Emission - Picture courtesy FAZ.net

This morning, Germany’s usually well-informed Frankfurter Allgemeine Zeitung had a gem of a headline: “CO2 manipulation at VW vanishes into thin air.” According to the report, it was largely a false alarm. A few hours later, Volkswagen issued a statement, saying that the CO2 issue is “largely concluded.”

On November 3, Volkswagen informed an aghast public that roundabout 800,000 Volkswagen cars in circulation may produce more CO2 than stated on the paperwork.
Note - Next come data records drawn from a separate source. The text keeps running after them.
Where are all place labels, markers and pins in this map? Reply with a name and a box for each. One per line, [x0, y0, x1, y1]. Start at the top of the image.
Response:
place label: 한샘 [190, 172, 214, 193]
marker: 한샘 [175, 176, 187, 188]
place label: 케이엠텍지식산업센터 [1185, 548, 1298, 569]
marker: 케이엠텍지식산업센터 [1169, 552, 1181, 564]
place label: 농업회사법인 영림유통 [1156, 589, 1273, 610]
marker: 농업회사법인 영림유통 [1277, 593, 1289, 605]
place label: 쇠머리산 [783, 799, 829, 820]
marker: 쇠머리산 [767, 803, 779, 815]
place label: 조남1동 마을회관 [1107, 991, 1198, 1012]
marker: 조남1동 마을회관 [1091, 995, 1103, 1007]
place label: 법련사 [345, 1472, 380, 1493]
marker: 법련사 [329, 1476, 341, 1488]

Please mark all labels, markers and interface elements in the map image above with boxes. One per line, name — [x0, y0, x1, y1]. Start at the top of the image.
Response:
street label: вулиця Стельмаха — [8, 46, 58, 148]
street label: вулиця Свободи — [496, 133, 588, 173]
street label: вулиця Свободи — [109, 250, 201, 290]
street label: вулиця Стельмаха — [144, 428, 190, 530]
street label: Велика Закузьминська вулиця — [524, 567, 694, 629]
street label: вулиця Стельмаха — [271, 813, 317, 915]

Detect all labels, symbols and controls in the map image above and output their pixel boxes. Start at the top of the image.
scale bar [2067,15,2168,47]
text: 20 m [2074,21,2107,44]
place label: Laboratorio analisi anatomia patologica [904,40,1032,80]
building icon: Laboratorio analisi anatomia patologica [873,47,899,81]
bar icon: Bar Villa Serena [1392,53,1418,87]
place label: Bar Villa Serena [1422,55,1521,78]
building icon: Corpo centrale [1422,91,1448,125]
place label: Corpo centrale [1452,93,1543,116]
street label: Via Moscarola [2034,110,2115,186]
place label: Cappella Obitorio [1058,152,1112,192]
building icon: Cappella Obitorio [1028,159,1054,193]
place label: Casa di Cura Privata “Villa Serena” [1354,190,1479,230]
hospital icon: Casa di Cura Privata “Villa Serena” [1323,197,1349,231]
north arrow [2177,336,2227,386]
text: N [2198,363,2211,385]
The Dailykanban reader knows that in Europe, CO2 emissions have an immediate effect on the car tax. A little NOx here and there can be overlooked, but the line is being drawn at understated taxes. In various EU countries, police raided Volkswagen offices. Volkswagen begged that the tax bills are sent straight to Wolfsburg, and not to each of the 800,000. And now, poof.

Says Volkswagen:

“The suspicion that the fuel consumption figures of current production vehicles had been unlawfully changed was not confirmed. During internal remeasurements slight deviations were found on just nine model variants of the Volkswagen brand.”

The affected cars are the 2016 models of

  • Polo 1.0l TSI BlueMotion 70kW
  • Scirocco 2.0l TDI BMT 135kWJ
  • Jetta 1.2l TSI BMT 77kW,
  • Jetta 2.0l TDI BMT 81kW
  • Golf Convertible 2.0l TDI BMT 81kW
  • Golf 2.0l TDI BMT 110kW
  • Passat Alltrack 2.0l TSI 4MOTION BMT 162kW
  • Passat Variant 2.0l TDI SCR 4MOTION BMT 176kW
  • Passat Variant 1.4l TSI ACT BMT 110kW

Volkswagen built extra reserves of EUR 2 billion to pay for the CO2 fallout. As “the negative impact on earnings of €2 billion that was originally expected has not been confirmed,” the money can be used elsewhere.

Now that the CO2 issue has vanished into thin air, after dieselgate was resolved with a coffee strainer and a few lines of code, all should be good at Volkswagen. Or not?